The task: A complete answer lists every line of the material where the string "setLineDash" occurs.
━━━━
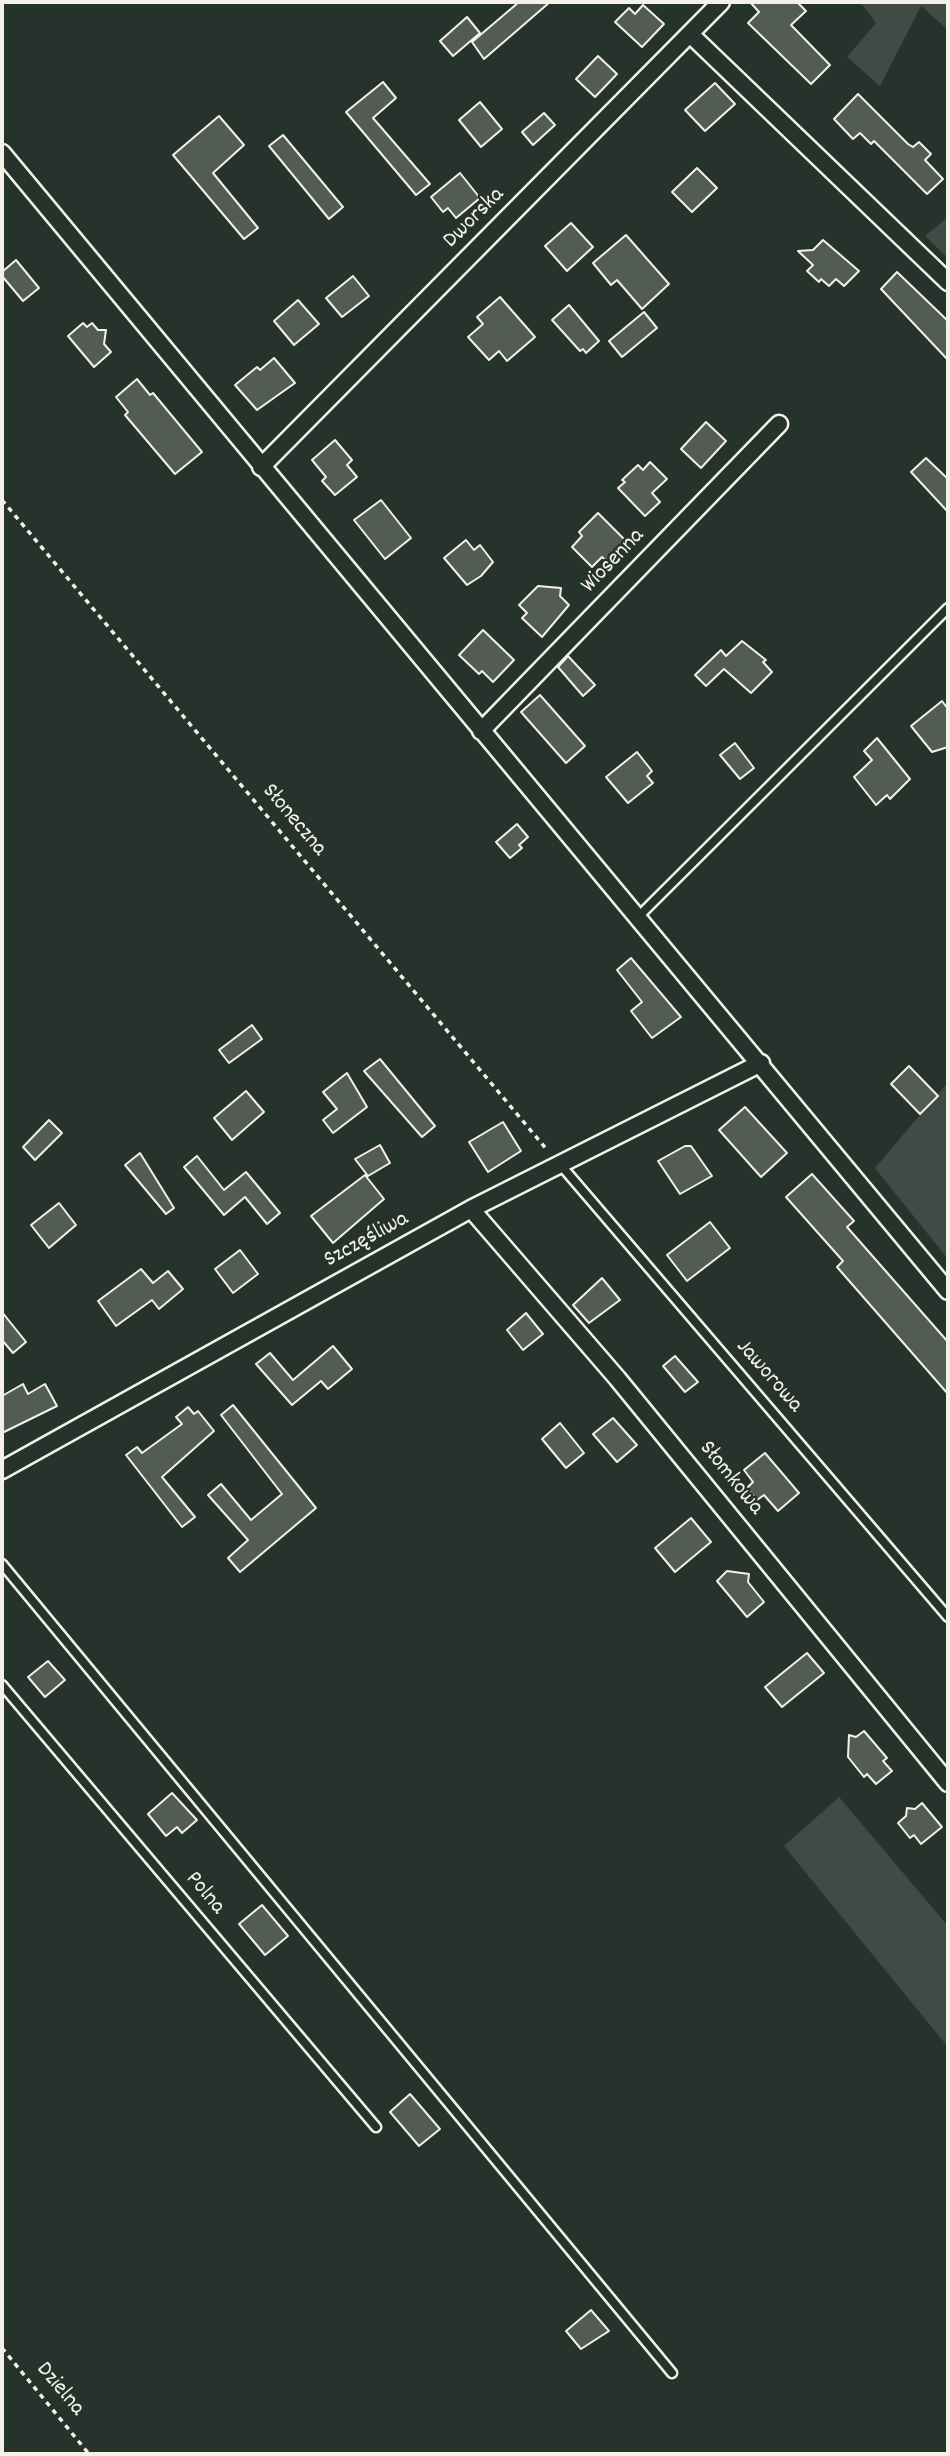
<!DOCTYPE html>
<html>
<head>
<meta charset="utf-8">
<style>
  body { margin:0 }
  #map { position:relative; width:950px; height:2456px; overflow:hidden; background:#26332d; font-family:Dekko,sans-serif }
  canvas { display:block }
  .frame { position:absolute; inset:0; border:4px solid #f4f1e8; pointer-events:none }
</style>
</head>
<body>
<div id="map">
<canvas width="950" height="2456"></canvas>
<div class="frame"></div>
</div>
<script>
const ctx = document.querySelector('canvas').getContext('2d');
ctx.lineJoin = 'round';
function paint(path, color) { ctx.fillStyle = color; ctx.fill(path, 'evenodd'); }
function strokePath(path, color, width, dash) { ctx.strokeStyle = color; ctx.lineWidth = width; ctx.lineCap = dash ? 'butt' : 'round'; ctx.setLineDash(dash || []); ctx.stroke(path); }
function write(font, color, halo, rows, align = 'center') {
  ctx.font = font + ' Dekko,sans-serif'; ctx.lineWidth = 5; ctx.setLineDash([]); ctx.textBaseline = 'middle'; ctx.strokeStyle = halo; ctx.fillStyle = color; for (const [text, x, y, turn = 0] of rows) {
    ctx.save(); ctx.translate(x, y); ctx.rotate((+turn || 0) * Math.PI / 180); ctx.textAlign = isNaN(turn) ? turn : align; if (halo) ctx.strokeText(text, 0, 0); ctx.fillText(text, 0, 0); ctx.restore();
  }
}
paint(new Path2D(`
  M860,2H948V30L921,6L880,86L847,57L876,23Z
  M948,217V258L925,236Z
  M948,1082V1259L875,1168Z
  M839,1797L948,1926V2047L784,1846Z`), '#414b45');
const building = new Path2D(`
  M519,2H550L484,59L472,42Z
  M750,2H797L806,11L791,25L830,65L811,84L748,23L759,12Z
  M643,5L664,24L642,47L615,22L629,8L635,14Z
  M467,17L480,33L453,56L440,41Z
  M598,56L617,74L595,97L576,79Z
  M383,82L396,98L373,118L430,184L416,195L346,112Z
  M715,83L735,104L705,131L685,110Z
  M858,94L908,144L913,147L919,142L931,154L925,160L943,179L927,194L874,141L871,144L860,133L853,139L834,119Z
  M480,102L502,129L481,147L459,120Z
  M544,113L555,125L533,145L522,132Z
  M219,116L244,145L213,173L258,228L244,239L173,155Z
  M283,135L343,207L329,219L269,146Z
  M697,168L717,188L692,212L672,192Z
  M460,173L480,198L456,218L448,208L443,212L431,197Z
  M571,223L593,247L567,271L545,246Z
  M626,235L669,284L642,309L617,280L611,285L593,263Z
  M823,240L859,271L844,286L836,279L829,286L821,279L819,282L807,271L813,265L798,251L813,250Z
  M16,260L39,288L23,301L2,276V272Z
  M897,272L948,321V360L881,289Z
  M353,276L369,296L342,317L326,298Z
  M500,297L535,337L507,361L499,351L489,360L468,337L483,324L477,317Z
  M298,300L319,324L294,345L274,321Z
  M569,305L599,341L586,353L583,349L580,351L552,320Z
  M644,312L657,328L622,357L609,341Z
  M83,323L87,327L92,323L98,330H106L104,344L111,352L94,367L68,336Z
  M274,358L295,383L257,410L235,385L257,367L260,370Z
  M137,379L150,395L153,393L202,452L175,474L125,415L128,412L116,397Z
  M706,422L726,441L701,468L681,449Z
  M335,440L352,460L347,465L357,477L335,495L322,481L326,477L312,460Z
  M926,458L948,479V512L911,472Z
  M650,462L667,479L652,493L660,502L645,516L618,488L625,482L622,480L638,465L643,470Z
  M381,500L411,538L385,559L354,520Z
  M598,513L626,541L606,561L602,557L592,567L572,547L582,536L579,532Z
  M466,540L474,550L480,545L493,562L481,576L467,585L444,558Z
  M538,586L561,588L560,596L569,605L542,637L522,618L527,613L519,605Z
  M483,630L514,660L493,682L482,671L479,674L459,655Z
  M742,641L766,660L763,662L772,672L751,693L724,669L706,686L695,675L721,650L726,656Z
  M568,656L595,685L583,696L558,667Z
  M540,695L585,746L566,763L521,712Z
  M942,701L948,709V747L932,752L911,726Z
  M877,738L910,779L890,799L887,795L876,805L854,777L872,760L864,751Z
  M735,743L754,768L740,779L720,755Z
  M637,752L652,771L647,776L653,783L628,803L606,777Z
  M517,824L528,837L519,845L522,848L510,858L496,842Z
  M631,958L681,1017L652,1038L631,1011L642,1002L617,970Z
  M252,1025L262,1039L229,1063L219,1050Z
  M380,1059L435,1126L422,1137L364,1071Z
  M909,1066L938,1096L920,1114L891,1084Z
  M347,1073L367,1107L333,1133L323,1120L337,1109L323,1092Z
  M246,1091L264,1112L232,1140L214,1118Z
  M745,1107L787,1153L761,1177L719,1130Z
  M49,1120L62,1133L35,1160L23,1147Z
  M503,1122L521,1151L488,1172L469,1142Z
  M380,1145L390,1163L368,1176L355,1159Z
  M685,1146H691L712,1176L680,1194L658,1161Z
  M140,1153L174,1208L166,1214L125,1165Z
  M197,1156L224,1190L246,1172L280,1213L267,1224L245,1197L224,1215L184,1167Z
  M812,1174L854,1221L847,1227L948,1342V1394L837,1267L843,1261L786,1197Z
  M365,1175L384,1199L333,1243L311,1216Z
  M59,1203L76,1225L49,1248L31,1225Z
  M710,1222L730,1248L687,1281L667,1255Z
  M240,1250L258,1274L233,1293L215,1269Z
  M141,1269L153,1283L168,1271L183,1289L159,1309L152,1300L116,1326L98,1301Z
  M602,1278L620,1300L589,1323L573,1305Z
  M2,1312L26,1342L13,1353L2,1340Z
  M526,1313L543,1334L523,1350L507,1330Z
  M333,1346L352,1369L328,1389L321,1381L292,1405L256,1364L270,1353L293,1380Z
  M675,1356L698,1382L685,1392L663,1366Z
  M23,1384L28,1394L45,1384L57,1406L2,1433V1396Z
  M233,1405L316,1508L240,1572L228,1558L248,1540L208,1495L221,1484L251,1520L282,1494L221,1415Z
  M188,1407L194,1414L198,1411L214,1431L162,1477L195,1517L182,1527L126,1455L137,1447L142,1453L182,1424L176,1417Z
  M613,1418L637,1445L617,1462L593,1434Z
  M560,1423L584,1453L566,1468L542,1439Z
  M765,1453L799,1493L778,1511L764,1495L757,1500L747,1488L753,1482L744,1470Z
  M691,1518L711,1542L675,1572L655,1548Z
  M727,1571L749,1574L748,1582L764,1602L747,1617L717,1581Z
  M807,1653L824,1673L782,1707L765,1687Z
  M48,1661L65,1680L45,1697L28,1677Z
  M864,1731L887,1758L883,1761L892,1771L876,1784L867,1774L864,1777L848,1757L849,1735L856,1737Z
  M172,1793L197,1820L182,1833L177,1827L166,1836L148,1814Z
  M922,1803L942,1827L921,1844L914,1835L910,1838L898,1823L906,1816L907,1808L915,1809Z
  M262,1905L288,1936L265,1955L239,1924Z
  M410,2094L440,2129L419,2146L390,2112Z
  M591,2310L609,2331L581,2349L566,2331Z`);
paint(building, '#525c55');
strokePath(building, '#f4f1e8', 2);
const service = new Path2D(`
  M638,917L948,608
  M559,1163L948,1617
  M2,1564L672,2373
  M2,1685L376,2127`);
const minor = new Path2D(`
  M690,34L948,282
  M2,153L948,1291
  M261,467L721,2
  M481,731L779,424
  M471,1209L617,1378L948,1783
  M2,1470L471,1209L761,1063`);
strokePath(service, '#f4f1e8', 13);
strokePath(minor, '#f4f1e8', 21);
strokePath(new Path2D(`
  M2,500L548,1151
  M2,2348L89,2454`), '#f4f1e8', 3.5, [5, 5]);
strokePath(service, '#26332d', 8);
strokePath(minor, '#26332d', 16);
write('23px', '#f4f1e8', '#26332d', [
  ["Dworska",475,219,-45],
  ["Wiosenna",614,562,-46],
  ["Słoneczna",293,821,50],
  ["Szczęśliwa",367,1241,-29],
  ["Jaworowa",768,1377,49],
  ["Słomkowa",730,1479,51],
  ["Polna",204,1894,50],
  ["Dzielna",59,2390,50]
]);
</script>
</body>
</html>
━━━━
Reply:
function strokePath(path, color, width, dash) { ctx.strokeStyle = color; ctx.lineWidth = width; ctx.lineCap = dash ? 'butt' : 'round'; ctx.setLineDash(dash || []); ctx.stroke(path); }
  ctx.font = font + ' Dekko,sans-serif'; ctx.lineWidth = 5; ctx.setLineDash([]); ctx.textBaseline = 'middle'; ctx.strokeStyle = halo; ctx.fillStyle = color; for (const [text, x, y, turn = 0] of rows) {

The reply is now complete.